Furman’s balance was on display in Atlanta as four players posted double-digit scoring, and two Paladins registered double-figure rebounding averages, led by junior guard/forward Sydney Ryan (18.0 ppg, 11.3 rpg), who on Monday was named SoCon Player of the Week. Ryan scored 24 points and grabbed 12 rebounds against Georgia State and had 18 points and 10 boards versus PFW, highlighted by a game-tying, buzzer beating 3-pointer that tied the game at 77-77, forcing overtime. She is averaging 13.0 points and 6.2 rebounds for the season and is Furman’s top 3-point shooter (.396) and leader at the free-throw line (.813).

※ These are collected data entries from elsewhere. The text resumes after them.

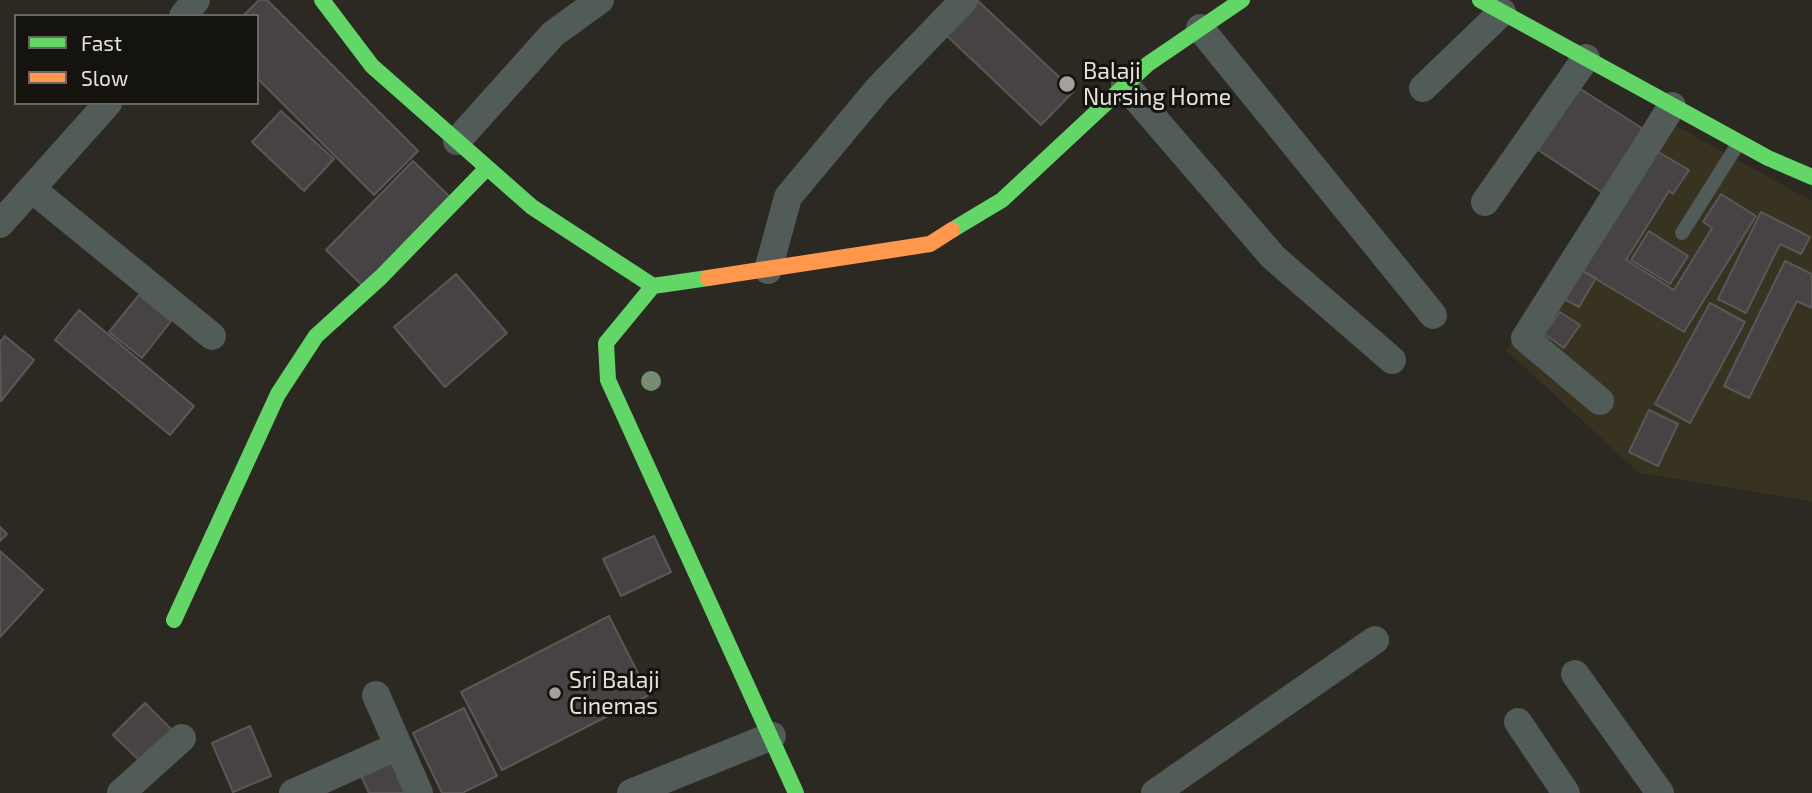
<!DOCTYPE html>
<html>
<head>
<meta charset="utf-8">
<style>
  body { margin:0 }
  #map { position:relative; width:1812px; height:793px; overflow:hidden; background:#2c2922; font-family:"Exo 2",sans-serif }
  canvas { display:block }
  .legend { position:absolute; left:14px; top:14px; width:245px; height:91px; box-sizing:border-box; background:#15130e; border:2px solid #686660; margin:0; padding:9px 12px; list-style:none; font-size:21px; color:#e5e2da }
  .legend li { display:flex; align-items:center; gap:14px; height:35px }
  .legend b { width:35px; border:2px solid #686660 }
</style>
</head>
<body>
<div id="map">
<canvas width="1812" height="793"></canvas>
<ul class="legend">
<li><b style="height:9px;background:#63d668"></b>Fast</li>
<li><b style="height:9px;background:#ff974d"></b>Slow</li>
</ul>
</div>
<script>
const ctx = document.querySelector('canvas').getContext('2d');
ctx.lineJoin = 'round';
function fill(path, color) {
  ctx.fillStyle = color;
  ctx.fill(path, 'evenodd');
}
function shape(rows) {
  const path = new Path2D();
  for (const r of rows) {
    path.moveTo(r[0], r[1]);
    for (let i = 2; i < r.length; i += 2) path.lineTo(r[i], r[i + 1]);
  }
  return path;
}
function trace(path, color, width, dash) {
  ctx.strokeStyle = color;
  ctx.lineWidth = width;
  ctx.lineCap = dash ? 'butt' : 'round';
  ctx.setLineDash(dash || []);
  ctx.stroke(path);
}
function drawText(font, color, halo, rows, align = 'center') {
  ctx.font = font + ' "Exo 2",sans-serif';
  ctx.lineWidth = 6;
  ctx.setLineDash([]);
  ctx.textBaseline = 'middle';
  ctx.strokeStyle = halo;
  ctx.fillStyle = color;
  for (const [text, x, y, turn = 0] of rows) {
    ctx.save();
    ctx.translate(x, y);
    ctx.rotate((+turn || 0) * Math.PI / 180);
    ctx.textAlign = isNaN(turn) ? turn : align;
    if (halo) ctx.strokeText(text, 0, 0);
    ctx.fillText(text, 0, 0);
    ctx.restore();
  }
}
const built = shape([
  [1656,115,1812,201,1812,501,1639,473,1506,350]
]);
const building = shape([
  [259,0,267,0,418,151,374,195,257,78,257,16,243,16,259,0],
  [977,0,1074,91,1041,125,945,34,977,0],
  [1579,88,1648,132,1606,195,1538,150,1579,88],
  [281,111,334,159,304,191,252,142,281,111],
  [1655,150,1689,170,1673,194,1669,191,1626,260,1674,290,1712,228,1703,222,1721,194,1756,216,1684,332,1581,270,1655,150],
  [413,161,452,199,365,288,326,250,413,161],
  [1761,212,1810,237,1801,254,1780,244,1746,313,1718,299,1761,212],
  [1649,231,1688,256,1670,284,1631,260,1649,231],
  [1785,261,1812,274,1812,308,1797,301,1749,398,1724,386,1785,261],
  [1581,270,1596,278,1579,307,1564,299,1581,270],
  [456,274,507,333,445,387,394,327,456,274],
  [139,295,171,321,142,358,109,332,139,295],
  [1710,303,1745,322,1690,423,1655,404,1710,303],
  [79,310,194,406,170,435,55,340,79,310],
  [1560,312,1580,325,1564,348,1544,334,1560,312],
  [5,336,34,360,1,401,0,342,5,336],
  [1649,410,1678,424,1658,466,1629,452,1649,410],
  [0,527,7,534,0,541,0,527],
  [654,536,671,572,621,596,603,559,654,536],
  [0,551,43,590,0,637,0,551],
  [609,616,649,695,502,770,461,692,609,616],
  [145,703,177,735,146,767,113,735,145,703],
  [464,708,497,776,462,793,442,793,413,733,464,708],
  [250,726,271,776,233,792,212,743,250,726],
  [398,759,414,793,369,793,361,776,398,759]
]);
const lane = shape([
  [1682,233,1738,144]
]);
const street = shape([
  [183,16,196,0],
  [1200,28,1433,315],
  [1125,85,1273,257,1392,360],
  [1423,88,1502,12],
  [457,141,553,34,600,0],
  [33,190,212,336],
  [1485,202,1586,58],
  [0,224,108,103],
  [768,270,788,197,878,89,964,0],
  [1600,401,1525,338,1672,106],
  [1575,674,1660,793],
  [376,695,419,793],
  [1518,722,1566,793],
  [121,793,182,738],
  [293,793,398,746],
  [631,793,772,736],
  [1155,793,1375,640]
]);
const fast = shape([
  [322,0,372,66,532,207,653,286,708,278],
  [1480,0,1768,158,1812,177],
  [952,230,1002,200,1148,64,1242,0],
  [653,286,606,343,608,380,796,793],
  [174,620,278,394,316,336,381,277,487,168]
]);
const slow = shape([
  [708,278,930,244,952,230]
]);
const trees = [
  [651,381]
];
const markers = [
  [1067,84,9,"#a4a19a"],
  [555,693,7,"#a4a19a"]
];
const poiNames = [
  ["Balaji",1083,71],
  ["Nursing Home",1083,97],
  ["Sri Balaji",569,680],
  ["Cinemas",569,706]
];
fill(built, '#383221');
fill(building, '#474345');
trace(building, '#5a5857', 2);
trace(lane, '#515b57', 14);
trace(street, '#515b57', 28);
trace(fast, '#63d668', 16);
trace(slow, '#ff974d', 16);
ctx.fillStyle = '#768d72';
for (const [x, y] of trees) {
  ctx.beginPath();
  ctx.arc(x, y, 10, 0, 2 * Math.PI);
  ctx.fill();
}
for (const [x, y, r, color] of markers) {
  const dot = new Path2D();
  dot.arc(x, y, r, 0, 2 * Math.PI);
  ctx.fillStyle = color;
  ctx.fill(dot);
  trace(dot, '#15130e', 2.5);
}
drawText('23px', '#e5e2da', '#15130e', poiNames, 'left');
</script>
</body>
</html>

Tate Walters, a graduate guard, also delivered solid numbers in Atlanta, averaging 16.0 points while contributing 14 assists, as did junior guard Niveya Henley, who tallied a team-high 22 points against PFW while converting 9/18 three-pointers in the three games.
Walters heads into the Elon contest with 987 points, putting her in position to become the 27th player in Furman history to reach 1,000 points. The Buford, Ga., product also has 368 assists in her career, which ranks fifth in program history. Both Walters and Henley are averaging double figures in scoring this year, contributing 13.1 and 11.9, respectively.

The play of 6- 4 senior All-SoCon forward Kate Johnson proved huge last week as she averaged 12.7 points and 10.3 rebounds, spiced by a 15-point, career-high 20-rebound performance versus PFW. She is Furman’s top scorer (13.1) and rebounder (8.1), and also leads the Paladins in field-goal percentage (.597).
Furman has contended this season without the services of 6-foot-1 senior All-SoCon forward Jada Session, whose return from injury appears to approaching. Last year she paced the Paladins in scoring (12.1) and rebounds (8.1).
Elon (4-2) last saw action on Nov. 26 with a 74-67 road triumph over Longwood.
The Paladins claimed a 73-47 win over the Phoenix a year ago in Greenville. Elon holds a 16-12 edge in the series between the two former SoCon rivals.
Sydney Ryan is Southern Conference Player of the Week.
Ryan, a 5 -10 junior guard/forward from Nashville, Tenn., fashioned a superb week in helping Furman to a pair of victories at the Georgia State Thanksgiving Tournament in Atlanta, averaging a double double (18.0 ppg, 11.3 rpg) while shooting .471 from the field (16/34) and .478 from 3-point range (11/23). She also drained 11/14 free throws (.786) and contributed four assists and three steals.
The player of the week citation is the second of her Paladin career.
“I guess that I’ve fought tougher men, but I really can’t remember when.” – Shel Silverstein, “A Boy Named Sue”
Wellpilgrim.com is winding down the fall making a transition to the winter chill. The bounces of the balls are getting truer.